|
[Date Prev][Date Next][Thread Prev][Thread Next][Date Index][Thread Index] Re: AMD EPYC VM to VM performance investigation
On Thu, Jan 04, 2024 at 16:39:46PM, Stefano Stabellini wrote:
> On Thu, 4 Jan 2024, David Morel wrote:
> > Hello,
> >
> > We have a customer and multiple users on our forum having performances that
> > seems quite low related to the general performance of the machines on AMD
> > EPYC
> > Zen hosts when doing VM to VM networking.
>
> By "VM to VM networking" I take you mean VM-to-VM on the same host using
> PV network?
>
>
> > Below you'll find a write up about what we had a look at and what's in the
> > TODO on our side, but in the meantime we would like to ask here for some
> > feedback, suggestions and possible leads.
> >
> > To sum up, the VM to VM performance on Zen generation server CPUs seems
> > quite
> > low, and only minimally scaling when adding threads.
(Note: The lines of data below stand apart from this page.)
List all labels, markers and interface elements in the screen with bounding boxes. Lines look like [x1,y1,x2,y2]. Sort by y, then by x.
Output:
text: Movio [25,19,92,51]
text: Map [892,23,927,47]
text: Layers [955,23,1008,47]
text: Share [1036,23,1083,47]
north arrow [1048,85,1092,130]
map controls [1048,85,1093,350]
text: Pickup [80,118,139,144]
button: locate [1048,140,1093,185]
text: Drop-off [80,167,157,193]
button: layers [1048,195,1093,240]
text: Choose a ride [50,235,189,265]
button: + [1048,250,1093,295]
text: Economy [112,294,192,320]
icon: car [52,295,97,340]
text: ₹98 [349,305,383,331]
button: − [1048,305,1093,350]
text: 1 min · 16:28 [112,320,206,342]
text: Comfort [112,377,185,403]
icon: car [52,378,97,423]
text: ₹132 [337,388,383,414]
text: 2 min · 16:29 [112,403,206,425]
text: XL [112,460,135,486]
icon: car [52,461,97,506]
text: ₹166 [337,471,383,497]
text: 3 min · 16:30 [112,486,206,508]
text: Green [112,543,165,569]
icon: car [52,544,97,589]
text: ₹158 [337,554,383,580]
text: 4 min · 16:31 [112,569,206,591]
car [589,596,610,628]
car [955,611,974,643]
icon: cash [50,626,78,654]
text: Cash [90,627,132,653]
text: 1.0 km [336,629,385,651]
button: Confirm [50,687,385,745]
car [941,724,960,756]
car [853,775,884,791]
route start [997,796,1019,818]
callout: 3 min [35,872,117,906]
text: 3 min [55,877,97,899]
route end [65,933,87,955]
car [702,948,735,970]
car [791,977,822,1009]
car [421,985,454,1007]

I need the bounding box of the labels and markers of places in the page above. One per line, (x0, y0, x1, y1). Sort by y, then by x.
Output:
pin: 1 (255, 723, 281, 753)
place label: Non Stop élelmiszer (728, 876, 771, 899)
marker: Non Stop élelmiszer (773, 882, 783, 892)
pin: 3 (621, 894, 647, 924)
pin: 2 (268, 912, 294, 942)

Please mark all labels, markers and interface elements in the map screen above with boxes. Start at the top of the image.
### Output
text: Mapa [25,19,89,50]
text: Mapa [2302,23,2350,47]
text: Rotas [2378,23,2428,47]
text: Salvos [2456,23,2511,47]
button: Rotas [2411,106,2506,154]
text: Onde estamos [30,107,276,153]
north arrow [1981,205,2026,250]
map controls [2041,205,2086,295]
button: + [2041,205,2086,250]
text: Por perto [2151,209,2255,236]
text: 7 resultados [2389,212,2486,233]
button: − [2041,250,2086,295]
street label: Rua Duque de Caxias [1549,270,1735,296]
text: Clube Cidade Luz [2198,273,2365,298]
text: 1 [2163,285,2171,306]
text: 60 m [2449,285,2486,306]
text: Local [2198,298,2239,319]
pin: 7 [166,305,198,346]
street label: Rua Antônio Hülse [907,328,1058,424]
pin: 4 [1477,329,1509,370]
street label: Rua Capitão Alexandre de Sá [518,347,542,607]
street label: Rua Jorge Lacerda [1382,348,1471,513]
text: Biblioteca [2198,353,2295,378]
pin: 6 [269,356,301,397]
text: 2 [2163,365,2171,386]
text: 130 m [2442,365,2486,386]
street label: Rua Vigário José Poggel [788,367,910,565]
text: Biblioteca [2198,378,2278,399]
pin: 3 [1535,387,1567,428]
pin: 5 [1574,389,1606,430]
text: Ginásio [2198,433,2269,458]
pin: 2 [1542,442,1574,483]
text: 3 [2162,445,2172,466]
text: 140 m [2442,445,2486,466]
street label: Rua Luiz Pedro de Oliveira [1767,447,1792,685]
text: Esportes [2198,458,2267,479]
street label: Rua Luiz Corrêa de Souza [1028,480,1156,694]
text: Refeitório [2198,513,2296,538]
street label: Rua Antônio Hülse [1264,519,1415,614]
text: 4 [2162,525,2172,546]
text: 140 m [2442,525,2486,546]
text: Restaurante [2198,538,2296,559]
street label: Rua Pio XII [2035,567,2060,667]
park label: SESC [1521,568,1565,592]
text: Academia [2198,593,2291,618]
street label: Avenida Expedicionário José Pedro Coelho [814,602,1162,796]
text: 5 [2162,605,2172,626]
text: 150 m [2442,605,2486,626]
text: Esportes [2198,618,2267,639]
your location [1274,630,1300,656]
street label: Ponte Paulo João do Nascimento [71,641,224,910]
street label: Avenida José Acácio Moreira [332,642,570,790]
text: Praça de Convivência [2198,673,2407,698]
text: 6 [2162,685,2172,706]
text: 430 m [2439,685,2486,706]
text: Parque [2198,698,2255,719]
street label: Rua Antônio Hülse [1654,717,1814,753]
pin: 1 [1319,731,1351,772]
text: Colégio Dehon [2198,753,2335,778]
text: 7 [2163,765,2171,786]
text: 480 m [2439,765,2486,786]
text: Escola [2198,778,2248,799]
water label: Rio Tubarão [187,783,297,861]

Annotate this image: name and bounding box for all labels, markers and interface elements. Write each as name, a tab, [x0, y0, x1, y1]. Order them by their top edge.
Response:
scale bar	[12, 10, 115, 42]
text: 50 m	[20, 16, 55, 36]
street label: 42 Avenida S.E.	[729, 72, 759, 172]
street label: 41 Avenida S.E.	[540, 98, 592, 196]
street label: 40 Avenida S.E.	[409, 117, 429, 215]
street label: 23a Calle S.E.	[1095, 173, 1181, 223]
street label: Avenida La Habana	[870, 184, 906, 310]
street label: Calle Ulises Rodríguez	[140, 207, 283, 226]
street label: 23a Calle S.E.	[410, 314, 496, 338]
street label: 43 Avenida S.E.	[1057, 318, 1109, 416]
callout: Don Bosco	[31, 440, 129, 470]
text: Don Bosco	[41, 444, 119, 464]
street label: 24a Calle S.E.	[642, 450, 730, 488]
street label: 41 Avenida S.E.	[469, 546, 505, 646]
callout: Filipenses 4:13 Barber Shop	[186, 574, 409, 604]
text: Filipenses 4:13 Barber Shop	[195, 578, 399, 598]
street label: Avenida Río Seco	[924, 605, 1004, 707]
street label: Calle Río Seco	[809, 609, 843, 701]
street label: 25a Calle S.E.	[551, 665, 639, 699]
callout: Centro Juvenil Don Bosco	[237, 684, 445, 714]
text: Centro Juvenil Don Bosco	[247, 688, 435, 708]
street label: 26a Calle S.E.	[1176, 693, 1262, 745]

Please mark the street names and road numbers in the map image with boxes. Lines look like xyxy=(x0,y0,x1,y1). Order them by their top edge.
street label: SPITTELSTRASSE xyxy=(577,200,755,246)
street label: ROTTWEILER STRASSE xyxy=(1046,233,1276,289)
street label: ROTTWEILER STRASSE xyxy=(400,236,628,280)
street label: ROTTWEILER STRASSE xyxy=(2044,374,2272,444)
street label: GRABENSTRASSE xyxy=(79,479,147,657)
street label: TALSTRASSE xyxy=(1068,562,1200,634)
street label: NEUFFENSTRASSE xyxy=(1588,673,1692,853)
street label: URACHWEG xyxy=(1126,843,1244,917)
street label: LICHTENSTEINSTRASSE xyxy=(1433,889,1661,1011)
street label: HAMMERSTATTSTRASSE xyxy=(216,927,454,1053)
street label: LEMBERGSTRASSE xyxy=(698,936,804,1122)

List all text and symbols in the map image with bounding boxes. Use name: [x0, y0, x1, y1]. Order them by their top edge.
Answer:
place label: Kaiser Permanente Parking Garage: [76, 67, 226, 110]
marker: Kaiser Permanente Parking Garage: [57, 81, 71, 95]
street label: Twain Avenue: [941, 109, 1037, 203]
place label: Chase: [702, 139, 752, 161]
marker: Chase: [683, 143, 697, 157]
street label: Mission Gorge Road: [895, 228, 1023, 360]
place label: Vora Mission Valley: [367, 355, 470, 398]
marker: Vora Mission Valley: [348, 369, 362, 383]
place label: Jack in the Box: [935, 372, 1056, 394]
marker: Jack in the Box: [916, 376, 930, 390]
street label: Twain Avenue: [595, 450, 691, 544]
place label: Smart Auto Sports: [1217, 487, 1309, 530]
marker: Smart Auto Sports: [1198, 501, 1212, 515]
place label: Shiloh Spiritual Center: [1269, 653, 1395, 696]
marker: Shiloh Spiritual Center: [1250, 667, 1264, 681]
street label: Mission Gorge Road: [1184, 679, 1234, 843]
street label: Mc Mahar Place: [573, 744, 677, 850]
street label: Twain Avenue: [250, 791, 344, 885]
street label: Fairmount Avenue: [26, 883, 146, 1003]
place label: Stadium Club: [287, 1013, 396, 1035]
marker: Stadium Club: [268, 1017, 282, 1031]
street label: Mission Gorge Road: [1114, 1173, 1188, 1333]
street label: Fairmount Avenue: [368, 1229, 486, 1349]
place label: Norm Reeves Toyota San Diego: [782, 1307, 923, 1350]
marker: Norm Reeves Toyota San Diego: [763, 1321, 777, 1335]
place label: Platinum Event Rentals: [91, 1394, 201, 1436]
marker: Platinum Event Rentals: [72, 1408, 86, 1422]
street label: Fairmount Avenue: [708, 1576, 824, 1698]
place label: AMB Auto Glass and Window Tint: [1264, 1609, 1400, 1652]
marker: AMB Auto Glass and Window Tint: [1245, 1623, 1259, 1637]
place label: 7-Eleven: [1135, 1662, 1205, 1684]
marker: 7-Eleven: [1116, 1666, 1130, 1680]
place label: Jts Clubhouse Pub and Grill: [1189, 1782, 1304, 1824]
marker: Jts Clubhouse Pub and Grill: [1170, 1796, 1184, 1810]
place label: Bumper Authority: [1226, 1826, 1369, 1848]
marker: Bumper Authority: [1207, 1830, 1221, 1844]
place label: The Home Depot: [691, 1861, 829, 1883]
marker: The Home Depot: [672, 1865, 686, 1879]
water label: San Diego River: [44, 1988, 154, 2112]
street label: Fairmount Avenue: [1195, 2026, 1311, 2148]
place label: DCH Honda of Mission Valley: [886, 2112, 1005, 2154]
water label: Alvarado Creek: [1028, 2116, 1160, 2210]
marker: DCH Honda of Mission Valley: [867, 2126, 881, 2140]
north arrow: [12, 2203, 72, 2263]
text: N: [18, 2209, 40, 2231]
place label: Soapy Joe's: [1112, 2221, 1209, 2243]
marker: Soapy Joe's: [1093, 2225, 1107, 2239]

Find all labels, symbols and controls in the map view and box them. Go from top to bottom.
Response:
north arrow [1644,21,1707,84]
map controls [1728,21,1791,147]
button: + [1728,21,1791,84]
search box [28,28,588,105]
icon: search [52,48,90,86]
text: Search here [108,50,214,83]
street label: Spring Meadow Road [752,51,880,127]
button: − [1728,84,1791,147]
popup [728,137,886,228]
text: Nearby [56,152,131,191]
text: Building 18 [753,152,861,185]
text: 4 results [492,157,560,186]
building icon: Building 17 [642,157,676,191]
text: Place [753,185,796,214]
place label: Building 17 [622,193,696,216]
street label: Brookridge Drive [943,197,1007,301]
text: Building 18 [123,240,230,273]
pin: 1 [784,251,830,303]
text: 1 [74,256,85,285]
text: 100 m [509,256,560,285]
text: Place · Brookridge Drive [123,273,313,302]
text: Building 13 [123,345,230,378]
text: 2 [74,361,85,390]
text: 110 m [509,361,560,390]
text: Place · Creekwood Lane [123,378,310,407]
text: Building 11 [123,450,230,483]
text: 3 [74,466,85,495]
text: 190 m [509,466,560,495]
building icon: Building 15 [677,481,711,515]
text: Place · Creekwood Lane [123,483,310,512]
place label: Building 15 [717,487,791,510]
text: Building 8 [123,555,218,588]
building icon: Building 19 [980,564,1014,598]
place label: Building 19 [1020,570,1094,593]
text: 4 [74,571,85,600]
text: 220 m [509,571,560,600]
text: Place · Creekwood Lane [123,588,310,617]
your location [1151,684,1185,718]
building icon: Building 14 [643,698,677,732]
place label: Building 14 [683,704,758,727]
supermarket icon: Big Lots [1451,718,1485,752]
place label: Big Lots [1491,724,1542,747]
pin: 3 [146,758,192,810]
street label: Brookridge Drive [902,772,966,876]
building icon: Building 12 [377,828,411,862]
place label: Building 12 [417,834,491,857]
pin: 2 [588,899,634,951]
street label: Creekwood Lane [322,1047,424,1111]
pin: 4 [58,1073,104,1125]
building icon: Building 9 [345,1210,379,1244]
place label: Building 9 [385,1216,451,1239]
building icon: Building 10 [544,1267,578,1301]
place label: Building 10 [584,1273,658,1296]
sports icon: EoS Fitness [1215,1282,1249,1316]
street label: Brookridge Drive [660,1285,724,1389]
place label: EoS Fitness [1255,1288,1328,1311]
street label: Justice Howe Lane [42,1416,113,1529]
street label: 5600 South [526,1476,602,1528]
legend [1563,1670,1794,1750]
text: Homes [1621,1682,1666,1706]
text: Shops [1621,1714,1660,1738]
They are outperformed
> > by
> > 10 year old AMD desktop cpu and pretty low frequency XEON bronze from 2014.
> > CPU usage does not seem to be the limiting factor as neither the VM threads
> > or
> > the kthreads on host seems to go to a 100% cpu usage.
> >
> > As we're Vates, I'm talking about XCP-ng here, so Xen 4.13.5 and a dom0
> > kernel
> > 4.19. I did try a Xen 4.18-rc2 and kernel 6.1.56 on a Zen4 epyc, but as it
> > was
> > borrowed from a colleague I was unsure of the setup, so although it was
> > actually worse than on my other test setups, I would not consider that a
> > complete validation the issues is also present on recent Xen versions.
>
> I think it might be difficult to triage this if you are working on a
> Xen/Linux version that is so different from upstream
I ran some tests on a Xen 4.13.5 with a dom0 in 6.6.10, and on an XCP-ng on
the same machine, the performances are similar, a few percent better on
the recent Xen, but still pretty low for such a machine and similar to
other EPYC we looked at.
>
> > 1. Has anybody else noticed a similar behavior?
> > 2. Has anybody done any kind of investigation about it beside us?
> > 3. Any insight and suggestions of other points to look at would be welcome
> > :)
> >
> > And now the lengthy part about what we tested, I tried to make it shorter
> > and
> > more legible than a full report…
> >
> > Investigated
> > ------------
> >
> > - Bench various cpu with iperf2 (iperf3 is not actually multithreaded):
> > - amd fx8320e, xeon 3106: not impacted.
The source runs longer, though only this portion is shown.